Sure, but if your doing work in machine learning that’s generally not the terminology used, hinting that this isn’t the area the author specializes in (which isn’t a bad thing, but take their explanations with a grain of salt).
Also, about the non-determinism issue, there was a post some time ago and that comes from the way the GPU does the calculations, something something floating point something.
So of course the algorithm is deterministic, but the real-life implementation isn't.
Floating point addition, for example, is not associative, so the order of taking a sum affects the result. If the summation were sequential and single threaded, it would be deterministic. But it happens in parallel, so timing variations affect the result.
But there is probabilistic sampling that happens (see "temperature").
> Floating point addition, for example, is not associative, so the order of taking a sum affects the result. If the summation were sequential and single threaded, it would be deterministic.

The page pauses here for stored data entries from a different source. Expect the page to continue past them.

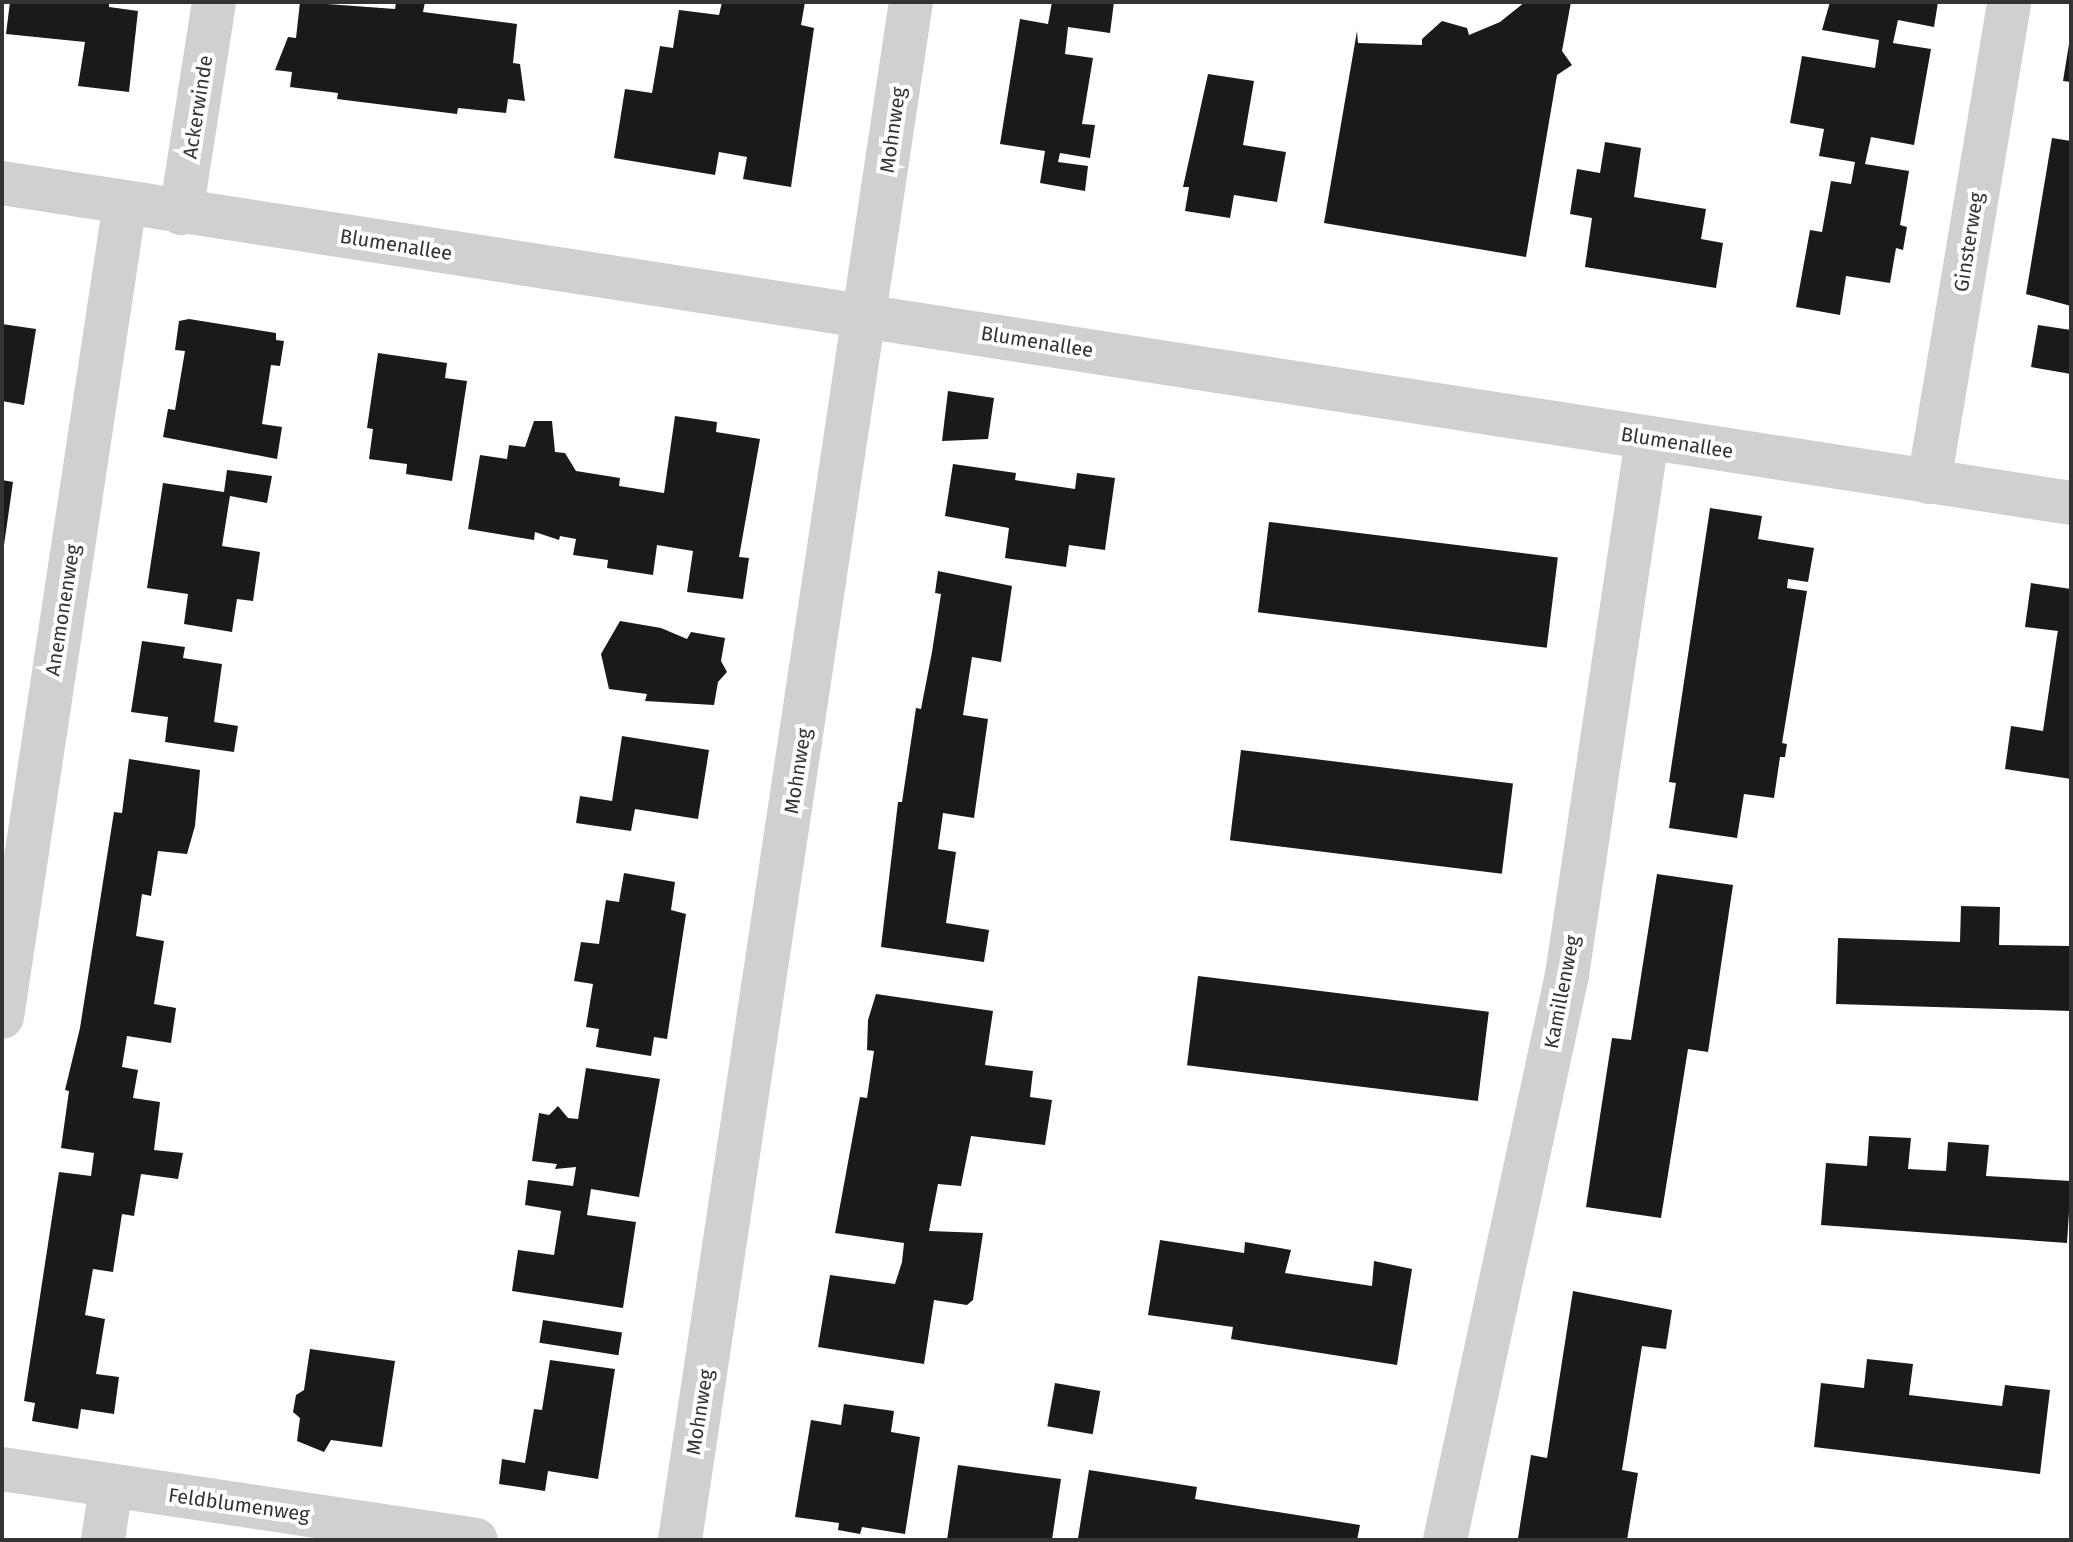 <!DOCTYPE html>
<style>
body{margin:0}
#map{position:relative;width:2073px;height:1542px;overflow:hidden;background:#fff;font-family:"Fira Sans",sans-serif}
div>[style]{position:absolute}
.building>*{inset:0;background:#1a1a1a;transform-origin:0 0}
.minor>*{height:44px;margin:-22px;padding:0 22px;transform-origin:22px;border-radius:22px;background:#d0d0d0}
span{translate:-50% -50%;white-space:nowrap;text-align:center;line-height:1.15;-webkit-text-stroke:8px #fff;paint-order:stroke}
.street-label{font-size:20px;color:#333}
.frame{position:absolute;inset:0;border:4px solid #333;pointer-events:none}
</style>
<div id="map">
<div class="building">
<i style="clip-path:polygon(10px 2px,109px 2px,109px 7px,138px 11px,129px 92px,78px 86px,85px 42px,6px 34px)"></i>
<i style="clip-path:polygon(300px 2px,395px 9px,396px 2px,425px 2px,423px 12px,517px 24px,513px 63px,520px 64px,525px 101px,508px 99px,506px 113px,458px 108px,457px 114px,337px 99px,338px 93px,290px 87px,292px 72px,275px 70px,288px 37px,296px 38px)"></i>
<i style="clip-path:polygon(722px 2px,805px 2px,801px 25px,814px 28px,791px 187px,743px 179px,747px 157px,719px 152px,715px 175px,614px 158px,625px 89px,652px 93px,660px 46px,673px 48px,679px 10px,719px 15px)"></i>
<i style="clip-path:polygon(1052px 2px,1114px 2px,1110px 33px,1068px 27px,1065px 54px,1093px 58px,1082px 124px,1095px 125px,1090px 158px,1060px 153px,1058px 162px,1088px 166px,1085px 191px,1040px 183px,1045px 151px,1000px 144px,1020px 19px,1048px 24px)"></i>
<i style="clip-path:polygon(1525px 2px,1571px 2px,1562px 51px,1572px 65px,1557px 75px,1526px 257px,1324px 223px,1357px 31px,1358px 43px,1422px 45px,1422px 39px,1442px 21px,1467px 28px,1469px 35px,1500px 22px)"></i>
<i style="clip-path:polygon(1830px 2px,1938px 2px,1934px 27px,1898px 20px,1893px 43px,1931px 49px,1914px 145px,1871px 137px,1865px 164px,1909px 171px,1900px 225px,1907px 227px,1903px 250px,1896px 248px,1890px 283px,1846px 276px,1840px 315px,1796px 307px,1810px 230px,1822px 232px,1831px 181px,1851px 184px,1855px 162px,1819px 156px,1824px 129px,1790px 123px,1802px 56px,1875px 68px,1879px 40px,1822px 30px)"></i>
<i style="clip-path:polygon(2069px 44px,2071px 44px,2071px 82px,2063px 81px)"></i>
<i style="clip-path:polygon(1208px 74px,1254px 81px,1243px 145px,1286px 152px,1277px 202px,1234px 195px,1230px 218px,1185px 211px,1189px 187px,1183px 187px)"></i>
<i style="clip-path:polygon(2052px 138px,2071px 141px,2071px 306px,2026px 294px)"></i>
<i style="clip-path:polygon(1605px 142px,1641px 148px,1634px 197px,1706px 209px,1701px 239px,1723px 243px,1716px 288px,1585px 267px,1592px 218px,1570px 214px,1577px 169px,1600px 173px)"></i>
<i style="clip-path:polygon(189px 319px,276px 333px,276px 340px,284px 341px,280px 366px,271px 365px,262px 424px,282px 427px,277px 459px,163px 437px,168px 409px,175px 410px,185px 351px,175px 350px,179px 321px)"></i>
<i style="clip-path:polygon(2px 324px,36px 329px,24px 405px,2px 401px)"></i>
<i style="clip-path:polygon(2038px 325px,2071px 330px,2071px 374px,2031px 367px)"></i>
<i style="clip-path:polygon(378px 353px,447px 363px,445px 378px,467px 381px,452px 481px,406px 474px,407px 464px,369px 459px,373px 429px,367px 428px)"></i>
<i style="clip-path:polygon(948px 391px,994px 398px,988px 439px,942px 441px)"></i>
<i style="clip-path:polygon(675px 416px,717px 422px,716px 432px,760px 439px,739px 557px,749px 558px,743px 599px,687px 592px,693px 551px,657px 545px,653px 575px,607px 568px,608px 560px,573px 555px,576px 539px,560px 536px,559px 540px,535px 532px,534px 540px,468px 529px,480px 455px,507px 459px,509px 445px,525px 447px,534px 421px,552px 421px,555px 452px,565px 453px,576px 471px,620px 478px,619px 486px,664px 493px)"></i>
<i style="clip-path:polygon(953px 464px,1016px 473px,1015px 480px,1075px 489px,1077px 473px,1115px 478px,1105px 550px,1069px 545px,1066px 567px,1005px 558px,1009px 528px,945px 516px)"></i>
<i style="clip-path:polygon(227px 470px,272px 476px,267px 503px,230px 496px,222px 546px,260px 552px,253px 601px,237px 599px,232px 632px,184px 624px,188px 594px,147px 588px,163px 483px,224px 492px)"></i>
<i style="clip-path:polygon(2px 480px,13px 482px,4px 545px,2px 545px)"></i>
<i style="clip-path:polygon(1710px 508px,1762px 516px,1758px 539px,1814px 548px,1808px 582px,1788px 579px,1787px 588px,1807px 591px,1782px 743px,1787px 744px,1785px 757px,1780px 757px,1774px 798px,1744px 794px,1737px 838px,1669px 828px,1676px 783px,1669px 782px)"></i>
<i style="left:1269px;top:522px;width:291px;height:91px;rotate:7deg"></i>
<i style="clip-path:polygon(938px 571px,1012px 586px,1001px 662px,972px 657px,963px 715px,988px 719px,974px 818px,943px 813px,938px 849px,956px 852px,946px 923px,989px 930px,984px 962px,881px 947px,898px 802px,902px 802px,916px 708px,921px 709px,932px 652px,941px 594px,935px 593px)"></i>
<i style="clip-path:polygon(2031px 583px,2071px 589px,2071px 779px,2005px 769px,2011px 726px,2043px 731px,2057px 636px,2058px 631px,2025px 627px)"></i>
<i style="clip-path:polygon(620px 621px,661px 628px,687px 639px,691px 632px,725px 638px,721px 661px,727px 672px,718px 682px,714px 705px,645px 701px,647px 694px,609px 689px,601px 654px)"></i>
<i style="clip-path:polygon(142px 641px,185px 647px,183px 658px,222px 664px,214px 722px,238px 726px,234px 752px,165px 742px,168px 717px,131px 712px)"></i>
<i style="clip-path:polygon(622px 736px,709px 750px,698px 819px,635px 809px,631px 831px,576px 823px,580px 796px,612px 801px)"></i>
<i style="left:1241px;top:750px;width:274px;height:91px;rotate:7deg"></i>
<i style="clip-path:polygon(129px 759px,200px 770px,195px 826px,187px 854px,158px 851px,151px 896px,142px 894px,136px 936px,164px 941px,154px 1004px,176px 1008px,171px 1043px,127px 1036px,122px 1067px,138px 1070px,133px 1098px,160px 1102px,154px 1150px,183px 1153px,178px 1179px,141px 1174px,134px 1216px,122px 1214px,113px 1272px,93px 1269px,85px 1315px,105px 1319px,96px 1374px,119px 1377px,114px 1414px,81px 1409px,78px 1429px,32px 1421px,35px 1403px,24px 1401px,59px 1172px,91px 1176px,94px 1153px,61px 1148px,69px 1091px,65px 1090px,80px 1028px,114px 812px,122px 813px)"></i>
<i style="clip-path:polygon(624px 873px,675px 882px,671px 910px,686px 914px,667px 1039px,654px 1037px,651px 1056px,596px 1047px,599px 1029px,586px 1027px,593px 984px,574px 981px,581px 942px,599px 944px,606px 900px,619px 902px)"></i>
<i style="clip-path:polygon(1657px 874px,1733px 885px,1708px 1052px,1688px 1049px,1661px 1218px,1586px 1207px,1612px 1038px,1631px 1040px)"></i>
<i style="clip-path:polygon(1961px 906px,2000px 907px,1999px 945px,2071px 946px,2071px 1011px,1836px 1004px,1838px 938px,1960px 942px)"></i>
<i style="left:1198px;top:976px;width:293px;height:90px;rotate:7deg"></i>
<i style="clip-path:polygon(876px 994px,993px 1011px,985px 1065px,1033px 1071px,1030px 1097px,1052px 1100px,1045px 1145px,971px 1136px,961px 1186px,938px 1184px,929px 1231px,983px 1233px,973px 1300px,967px 1305px,934px 1300px,924px 1364px,818px 1347px,830px 1275px,895px 1284px,902px 1262px,904px 1243px,835px 1233px,860px 1097px,867px 1098px,874px 1051px,867px 1050px,868px 1020px)"></i>
<i style="clip-path:polygon(586px 1068px,660px 1079px,639px 1197px,591px 1189px,587px 1215px,636px 1222px,623px 1308px,512px 1291px,518px 1250px,554px 1255px,561px 1211px,525px 1205px,528px 1180px,573px 1186px,576px 1167px,555px 1169px,557px 1164px,532px 1161px,539px 1113px,549px 1115px,558px 1106px,568px 1118px,578px 1119px)"></i>
<i style="clip-path:polygon(1869px 1136px,1911px 1138px,1908px 1169px,1946px 1171px,1948px 1142px,1989px 1145px,1986px 1176px,2071px 1181px,2067px 1243px,1821px 1225px,1826px 1163px,1867px 1166px)"></i>
<i style="clip-path:polygon(1160px 1240px,1244px 1253px,1245px 1242px,1291px 1250px,1285px 1273px,1372px 1286px,1374px 1261px,1412px 1269px,1397px 1365px,1231px 1339px,1233px 1327px,1148px 1315px)"></i>
<i style="clip-path:polygon(1573px 1291px,1672px 1310px,1666px 1349px,1642px 1346px,1622px 1470px,1638px 1473px,1627px 1540px,1518px 1538px,1531px 1455px,1547px 1458px)"></i>
<i style="left:543px;top:1320px;width:80px;height:23px;rotate:9deg"></i>
<i style="clip-path:polygon(310px 1349px,395px 1361px,382px 1447px,331px 1440px,324px 1452px,297px 1441px,300px 1418px,293px 1412px,296px 1395px,304px 1390px)"></i>
<i style="clip-path:polygon(1867px 1359px,1913px 1364px,1909px 1395px,2002px 1406px,2005px 1385px,2050px 1390px,2040px 1474px,1814px 1447px,1821px 1383px,1864px 1388px)"></i>
<i style="clip-path:polygon(550px 1360px,615px 1369px,598px 1479px,548px 1471px,545px 1491px,499px 1484px,502px 1459px,525px 1463px,534px 1409px,542px 1410px)"></i>
<i style="left:1055px;top:1383px;width:46px;height:44px;rotate:10deg"></i>
<i style="clip-path:polygon(844px 1404px,894px 1411px,891px 1432px,920px 1437px,905px 1534px,862px 1527px,860px 1534px,838px 1530px,839px 1523px,795px 1517px,811px 1420px,841px 1425px)"></i>
<i style="clip-path:polygon(958px 1465px,1061px 1479px,1052px 1540px,947px 1540px)"></i>
<i style="clip-path:polygon(1089px 1470px,1197px 1487px,1195px 1499px,1360px 1525px,1357px 1540px,1078px 1538px)"></i>
</div>
<div class="minor">
<i style="left:2px;top:183px;width:2094px;rotate:8.79deg"></i>
<i style="left:181px;top:213px;width:214px;rotate:-81.1deg"></i>
<i style="left:1929px;top:482px;width:487px;rotate:-80.5deg"></i>
<i style="left:2px;top:1017px;width:823px;rotate:-81.41deg"></i>
<i style="left:2px;top:1469px;width:479px;rotate:8.5deg"></i>
<i style="left:103px;top:1540px;width:55px;rotate:-81.6deg"></i>
<i style="left:680px;top:1540px;width:1555px;rotate:-81.46deg"></i>
<i style="left:1445px;top:1540px;width:578px;rotate:-77.82deg"></i>
<i style="left:1567px;top:975px;width:542px;rotate:-81.51deg"></i>
</div>
<div class="street-label">
<span style="left:198px;top:107px;rotate:-81deg">Ackerwinde</span>
<span style="left:893px;top:130px;rotate:-82deg">Mohnweg</span>
<span style="left:1969px;top:242px;rotate:-81deg">Ginsterweg</span>
<span style="left:396px;top:245px;rotate:9deg">Blumenallee</span>
<span style="left:1037px;top:342px;rotate:9deg">Blumenallee</span>
<span style="left:1677px;top:443px;rotate:9deg">Blumenallee</span>
<span style="left:63px;top:610px;rotate:-81deg">Anemonenweg</span>
<span style="left:798px;top:771px;rotate:-81deg">Mohnweg</span>
<span style="left:1562px;top:992px;rotate:-79deg">Kamillenweg</span>
<span style="left:700px;top:1412px;rotate:-81deg">Mohnweg</span>
<span style="left:239px;top:1505px;rotate:8deg">Feldblumenweg</span>
</div>
<div class="frame"></div>
</div>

But it happens in parallel, so timing variations affect the result.
In this sense, I don't think it's fair to say floating point math is non-deterministic, as much as parallel computation is non-deterministic. FP behaves in unexpected ways, but the same order of operations always yields the same unexpected results (except on Pentium 1).
Electricity, Cars, and Gas were once upon a time a luxury as well - reserved to those who could afford them or had unique access / credentials / skills. The people who were able to simplify and spread the advanced tech to the common person became Billionaires.